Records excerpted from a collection

-- Opening Marker --

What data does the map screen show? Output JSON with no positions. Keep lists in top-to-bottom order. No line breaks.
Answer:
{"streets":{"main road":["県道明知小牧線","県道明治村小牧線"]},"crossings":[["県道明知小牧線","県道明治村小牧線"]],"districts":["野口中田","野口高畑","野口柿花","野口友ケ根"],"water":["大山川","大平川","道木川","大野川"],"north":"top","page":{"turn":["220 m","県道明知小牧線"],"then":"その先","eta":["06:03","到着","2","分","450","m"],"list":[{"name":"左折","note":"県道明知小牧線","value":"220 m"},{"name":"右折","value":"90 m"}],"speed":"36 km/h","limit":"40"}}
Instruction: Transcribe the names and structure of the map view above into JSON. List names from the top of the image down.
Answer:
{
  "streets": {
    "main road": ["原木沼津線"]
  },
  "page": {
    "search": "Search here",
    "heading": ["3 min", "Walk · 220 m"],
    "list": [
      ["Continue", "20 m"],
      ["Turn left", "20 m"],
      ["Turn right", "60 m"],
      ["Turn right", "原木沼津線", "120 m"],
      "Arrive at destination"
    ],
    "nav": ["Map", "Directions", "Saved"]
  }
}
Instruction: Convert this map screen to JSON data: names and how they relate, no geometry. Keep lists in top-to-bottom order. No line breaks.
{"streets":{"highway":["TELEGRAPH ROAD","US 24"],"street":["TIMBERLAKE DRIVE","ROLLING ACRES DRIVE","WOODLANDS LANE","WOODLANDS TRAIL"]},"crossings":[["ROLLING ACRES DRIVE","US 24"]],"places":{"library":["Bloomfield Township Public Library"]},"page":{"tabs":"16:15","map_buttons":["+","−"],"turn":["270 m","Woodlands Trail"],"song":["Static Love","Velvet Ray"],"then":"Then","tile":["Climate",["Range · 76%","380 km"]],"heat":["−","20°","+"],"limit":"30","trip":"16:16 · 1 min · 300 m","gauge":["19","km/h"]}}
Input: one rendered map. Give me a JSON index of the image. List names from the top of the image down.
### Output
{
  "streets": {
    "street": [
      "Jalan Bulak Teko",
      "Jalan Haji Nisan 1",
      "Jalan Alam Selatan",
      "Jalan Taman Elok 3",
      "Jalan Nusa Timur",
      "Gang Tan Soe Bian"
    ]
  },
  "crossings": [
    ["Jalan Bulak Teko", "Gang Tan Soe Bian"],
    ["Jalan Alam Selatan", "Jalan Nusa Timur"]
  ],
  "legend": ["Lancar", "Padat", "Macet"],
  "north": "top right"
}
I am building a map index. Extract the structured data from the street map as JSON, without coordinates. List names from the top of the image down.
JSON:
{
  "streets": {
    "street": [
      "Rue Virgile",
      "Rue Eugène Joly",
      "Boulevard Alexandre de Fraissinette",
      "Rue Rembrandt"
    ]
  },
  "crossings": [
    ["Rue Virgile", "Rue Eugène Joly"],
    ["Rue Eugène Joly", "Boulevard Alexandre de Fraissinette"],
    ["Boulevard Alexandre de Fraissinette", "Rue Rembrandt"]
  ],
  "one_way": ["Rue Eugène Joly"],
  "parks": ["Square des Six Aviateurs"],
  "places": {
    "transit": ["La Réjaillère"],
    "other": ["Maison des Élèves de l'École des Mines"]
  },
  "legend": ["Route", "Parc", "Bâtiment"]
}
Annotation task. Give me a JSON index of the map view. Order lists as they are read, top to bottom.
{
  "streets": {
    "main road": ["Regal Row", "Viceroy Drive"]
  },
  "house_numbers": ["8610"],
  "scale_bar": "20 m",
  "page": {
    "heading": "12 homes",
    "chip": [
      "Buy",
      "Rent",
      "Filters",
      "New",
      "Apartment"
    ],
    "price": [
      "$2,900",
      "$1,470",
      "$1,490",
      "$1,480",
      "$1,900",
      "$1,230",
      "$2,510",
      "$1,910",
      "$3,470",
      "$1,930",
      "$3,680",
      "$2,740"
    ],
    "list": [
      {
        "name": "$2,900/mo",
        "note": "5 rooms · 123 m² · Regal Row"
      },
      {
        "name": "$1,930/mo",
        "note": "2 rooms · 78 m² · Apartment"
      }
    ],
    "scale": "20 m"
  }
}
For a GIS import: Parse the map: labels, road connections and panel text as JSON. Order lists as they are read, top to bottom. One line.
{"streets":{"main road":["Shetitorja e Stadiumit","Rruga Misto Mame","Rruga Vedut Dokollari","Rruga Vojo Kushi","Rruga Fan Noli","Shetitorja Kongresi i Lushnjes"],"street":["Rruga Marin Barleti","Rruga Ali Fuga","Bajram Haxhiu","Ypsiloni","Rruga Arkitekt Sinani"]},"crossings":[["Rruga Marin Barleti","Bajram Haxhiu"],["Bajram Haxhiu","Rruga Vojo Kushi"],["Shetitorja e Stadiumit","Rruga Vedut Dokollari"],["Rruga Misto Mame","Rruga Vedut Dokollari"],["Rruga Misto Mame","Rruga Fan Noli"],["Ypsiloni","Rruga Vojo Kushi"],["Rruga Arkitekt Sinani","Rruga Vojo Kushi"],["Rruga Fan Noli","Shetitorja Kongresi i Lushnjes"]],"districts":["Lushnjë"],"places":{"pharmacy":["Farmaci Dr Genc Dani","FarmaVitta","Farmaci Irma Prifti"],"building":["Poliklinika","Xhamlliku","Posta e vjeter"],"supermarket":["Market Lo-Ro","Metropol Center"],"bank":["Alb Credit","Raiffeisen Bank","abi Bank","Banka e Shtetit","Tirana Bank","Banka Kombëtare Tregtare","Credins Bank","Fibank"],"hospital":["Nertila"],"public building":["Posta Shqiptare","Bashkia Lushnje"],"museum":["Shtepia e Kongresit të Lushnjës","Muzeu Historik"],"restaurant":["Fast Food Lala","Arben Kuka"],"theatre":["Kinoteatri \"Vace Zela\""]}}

-- Closing Marker --

### WHAT IS BEING ASKED
In full and without change, transcribe every line of the records above.

### RESPONSE
What data does the map screen show? Output JSON with no positions. Keep lists in top-to-bottom order. No line breaks.
Answer:
{"streets":{"main road":["県道明知小牧線","県道明治村小牧線"]},"crossings":[["県道明知小牧線","県道明治村小牧線"]],"districts":["野口中田","野口高畑","野口柿花","野口友ケ根"],"water":["大山川","大平川","道木川","大野川"],"north":"top","page":{"turn":["220 m","県道明知小牧線"],"then":"その先","eta":["06:03","到着","2","分","450","m"],"list":[{"name":"左折","note":"県道明知小牧線","value":"220 m"},{"name":"右折","value":"90 m"}],"speed":"36 km/h","limit":"40"}}
Instruction: Transcribe the names and structure of the map view above into JSON. List names from the top of the image down.
Answer:
{
  "streets": {
    "main road": ["原木沼津線"]
  },
  "page": {
    "search": "Search here",
    "heading": ["3 min", "Walk · 220 m"],
    "list": [
      ["Continue", "20 m"],
      ["Turn left", "20 m"],
      ["Turn right", "60 m"],
      ["Turn right", "原木沼津線", "120 m"],
      "Arrive at destination"
    ],
    "nav": ["Map", "Directions", "Saved"]
  }
}
Instruction: Convert this map screen to JSON data: names and how they relate, no geometry. Keep lists in top-to-bottom order. No line breaks.
{"streets":{"highway":["TELEGRAPH ROAD","US 24"],"street":["TIMBERLAKE DRIVE","ROLLING ACRES DRIVE","WOODLANDS LANE","WOODLANDS TRAIL"]},"crossings":[["ROLLING ACRES DRIVE","US 24"]],"places":{"library":["Bloomfield Township Public Library"]},"page":{"tabs":"16:15","map_buttons":["+","−"],"turn":["270 m","Woodlands Trail"],"song":["Static Love","Velvet Ray"],"then":"Then","tile":["Climate",["Range · 76%","380 km"]],"heat":["−","20°","+"],"limit":"30","trip":"16:16 · 1 min · 300 m","gauge":["19","km/h"]}}
Input: one rendered map. Give me a JSON index of the image. List names from the top of the image down.
### Output
{
  "streets": {
    "street": [
      "Jalan Bulak Teko",
      "Jalan Haji Nisan 1",
      "Jalan Alam Selatan",
      "Jalan Taman Elok 3",
      "Jalan Nusa Timur",
      "Gang Tan Soe Bian"
    ]
  },
  "crossings": [
    ["Jalan Bulak Teko", "Gang Tan Soe Bian"],
    ["Jalan Alam Selatan", "Jalan Nusa Timur"]
  ],
  "legend": ["Lancar", "Padat", "Macet"],
  "north": "top right"
}
I am building a map index. Extract the structured data from the street map as JSON, without coordinates. List names from the top of the image down.
JSON:
{
  "streets": {
    "street": [
      "Rue Virgile",
      "Rue Eugène Joly",
      "Boulevard Alexandre de Fraissinette",
      "Rue Rembrandt"
    ]
  },
  "crossings": [
    ["Rue Virgile", "Rue Eugène Joly"],
    ["Rue Eugène Joly", "Boulevard Alexandre de Fraissinette"],
    ["Boulevard Alexandre de Fraissinette", "Rue Rembrandt"]
  ],
  "one_way": ["Rue Eugène Joly"],
  "parks": ["Square des Six Aviateurs"],
  "places": {
    "transit": ["La Réjaillère"],
    "other": ["Maison des Élèves de l'École des Mines"]
  },
  "legend": ["Route", "Parc", "Bâtiment"]
}
Annotation task. Give me a JSON index of the map view. Order lists as they are read, top to bottom.
{
  "streets": {
    "main road": ["Regal Row", "Viceroy Drive"]
  },
  "house_numbers": ["8610"],
  "scale_bar": "20 m",
  "page": {
    "heading": "12 homes",
    "chip": [
      "Buy",
      "Rent",
      "Filters",
      "New",
      "Apartment"
    ],
    "price": [
      "$2,900",
      "$1,470",
      "$1,490",
      "$1,480",
      "$1,900",
      "$1,230",
      "$2,510",
      "$1,910",
      "$3,470",
      "$1,930",
      "$3,680",
      "$2,740"
    ],
    "list": [
      {
        "name": "$2,900/mo",
        "note": "5 rooms · 123 m² · Regal Row"
      },
      {
        "name": "$1,930/mo",
        "note": "2 rooms · 78 m² · Apartment"
      }
    ],
    "scale": "20 m"
  }
}
For a GIS import: Parse the map: labels, road connections and panel text as JSON. Order lists as they are read, top to bottom. One line.
{"streets":{"main road":["Shetitorja e Stadiumit","Rruga Misto Mame","Rruga Vedut Dokollari","Rruga Vojo Kushi","Rruga Fan Noli","Shetitorja Kongresi i Lushnjes"],"street":["Rruga Marin Barleti","Rruga Ali Fuga","Bajram Haxhiu","Ypsiloni","Rruga Arkitekt Sinani"]},"crossings":[["Rruga Marin Barleti","Bajram Haxhiu"],["Bajram Haxhiu","Rruga Vojo Kushi"],["Shetitorja e Stadiumit","Rruga Vedut Dokollari"],["Rruga Misto Mame","Rruga Vedut Dokollari"],["Rruga Misto Mame","Rruga Fan Noli"],["Ypsiloni","Rruga Vojo Kushi"],["Rruga Arkitekt Sinani","Rruga Vojo Kushi"],["Rruga Fan Noli","Shetitorja Kongresi i Lushnjes"]],"districts":["Lushnjë"],"places":{"pharmacy":["Farmaci Dr Genc Dani","FarmaVitta","Farmaci Irma Prifti"],"building":["Poliklinika","Xhamlliku","Posta e vjeter"],"supermarket":["Market Lo-Ro","Metropol Center"],"bank":["Alb Credit","Raiffeisen Bank","abi Bank","Banka e Shtetit","Tirana Bank","Banka Kombëtare Tregtare","Credins Bank","Fibank"],"hospital":["Nertila"],"public building":["Posta Shqiptare","Bashkia Lushnje"],"museum":["Shtepia e Kongresit të Lushnjës","Muzeu Historik"],"restaurant":["Fast Food Lala","Arben Kuka"],"theatre":["Kinoteatri \"Vace Zela\""]}}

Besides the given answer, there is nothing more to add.